Quando il tessuto diventa passione: storia di un imprenditore

GIUSEPPE TARRICONE
“UN UOMO PERBENE. STORIA DELLA MIA VITA”
A cura di Louisette Palici di Suni/Flowriting
Progetto grafico e impaginazione: Marco Zung/Zungdesign

Domenica 15 giugno, presso il Museo della Ruota di Pray (Biella), si è concluso il lungo percorso intrapreso con Giuseppe Tarricone quasi un anno e mezzo fa, che ha portato alla presentazione del volume “Un uomo perbene. Storia della mia vita” nel cuore di uno dei territori votati al tessile per eccellenza.
Da quasi 30 anni Giuseppe è alla guida della Garfintex, il finissaggio che lui stesso ha fondato a Pray e che oggi conta ventisei dipendenti.
Col tempo la sua azienda è diventata partner di fiducia dei grandi marchi della moda per la lavorazione e il finissaggio di tessuti nobili come lana, mohair, alpaca, angora, baby camel, cashmere, guanaco e vicuña.
Il lavoro di Giuseppe consiste nel trasformarne le fibre grezze in tessuti finiti, lucidi, brillanti, caldi e morbidi al tatto, pronti per essere confezionati come capispalla o accessori.

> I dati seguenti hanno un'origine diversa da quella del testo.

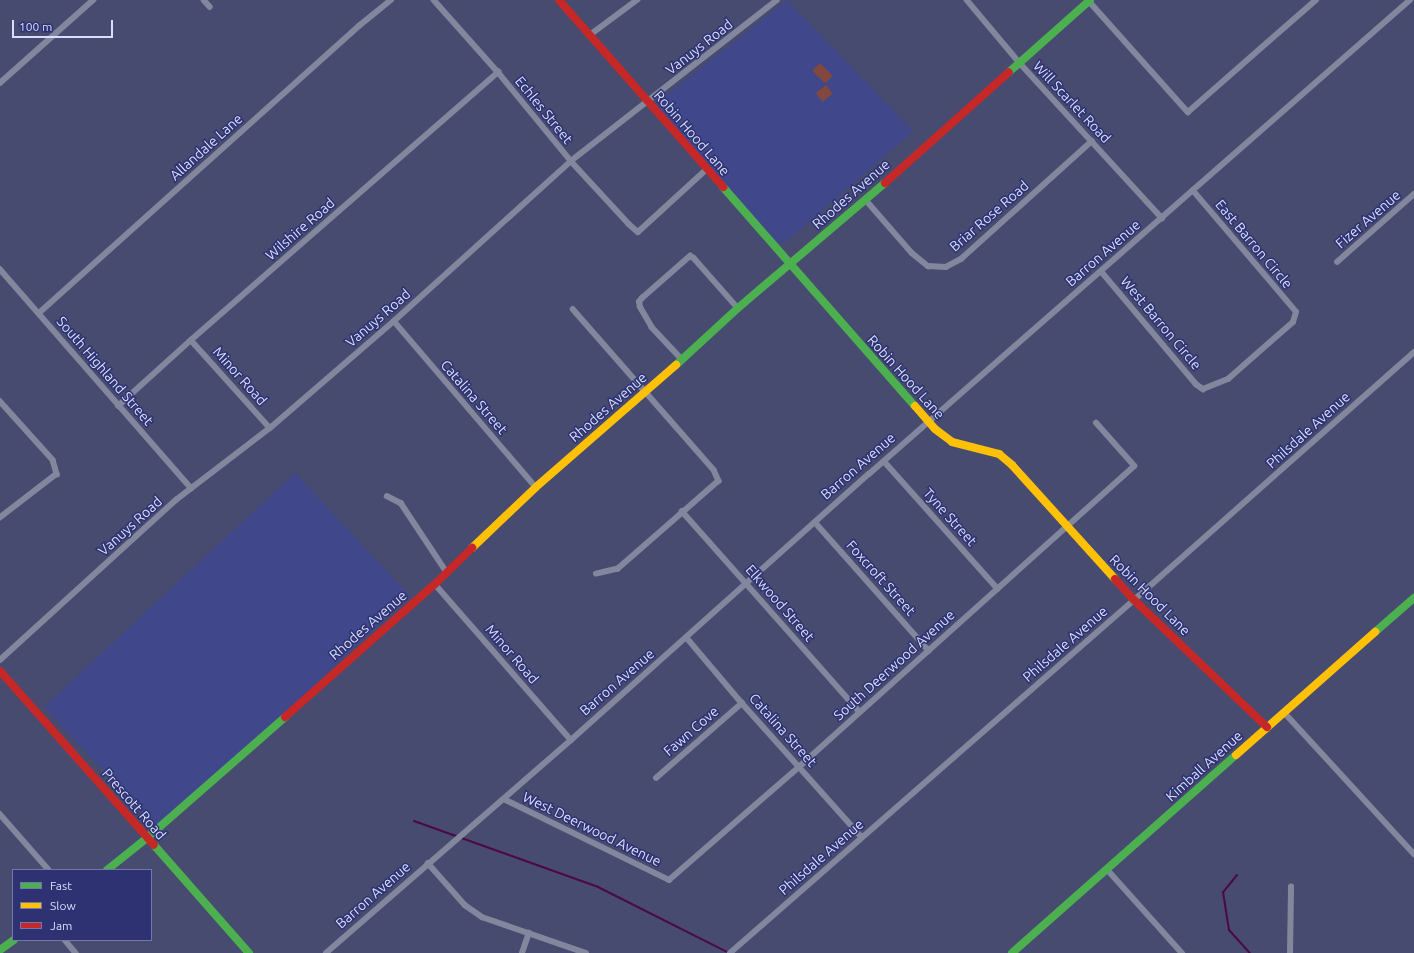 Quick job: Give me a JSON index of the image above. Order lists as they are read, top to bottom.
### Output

Giuseppe è uno di quegli imprenditori all’antica, ed è fiero di sottolinearlo. Etica del lavoro, rispetto per le persone, passione per i dettagli, ricerca del prodotto perfetto sono i valori ai quali si è sempre ispirato nella sua lunga carriera. E poi sogno, dedizione e sacrificio, concetti che sembrano fuori moda ma che oggi sono più che mai necessari. Giuseppe non li ha mai traditi, neppure quando tutti gli consigliavano di farlo, o quando sarebbe stata la strada più semplice E se oggi la Garfintex ha la fama che tutti nel settore le riconoscono, lo si deve soprattutto a questa sua sana testardaggine.

La spinta a realizzare qualcosa di grande, mettendosi alla prova lavorando in proprio, Giuseppe l’ha respirata fin da piccolo. Negli anni Trenta infatti il nonno paterno, Giuseppe Tarricone, si imbarcò come clandestino su un piroscafo diretto a New York per cercare fortuna quando già aveva una moglie e dei figli piccoli. Sua mamma invece, Teresina Strippoli, dopo il matrimonio raggiunse il marito Luigi in Venezuela, dove si stabilirono verso la fine degli anni Cinquanta e dove Luigi lavorò come barbiere, il mestiere che aveva iniziato a fare quando aveva appena sei anni. In seguito lui e Teresina rilevarono una “zapateria”, un negozio di calzoleria, in cui lavoravano entrambi. Tornarono in Italia nei primi anni Sessanta a causa della difficile situazione politica, ma quel periodo d’oro è rimasto inciso per sempre nei loro cuori e forse anche nell’anima di Giuseppe.

Ancora oggi nel lavoro ci mette il cuore, controllando di persona ogni singola pezza di tessuto per scovarne il minimo difetto, innamorandosi dei problemi per poi trovare la soluzione migliore, usando la tecnica ma anche e soprattutto la creatività. Perché l’amore per gli aspetti più sensoriali e artigianali del processo di lavorazione rimane la cosa che più lo appassiona, l’eredità che vorrebbe trasmettere alle generazioni di imprenditori che verranno dopo di lui. Tutto il resto, dice, si può imparare.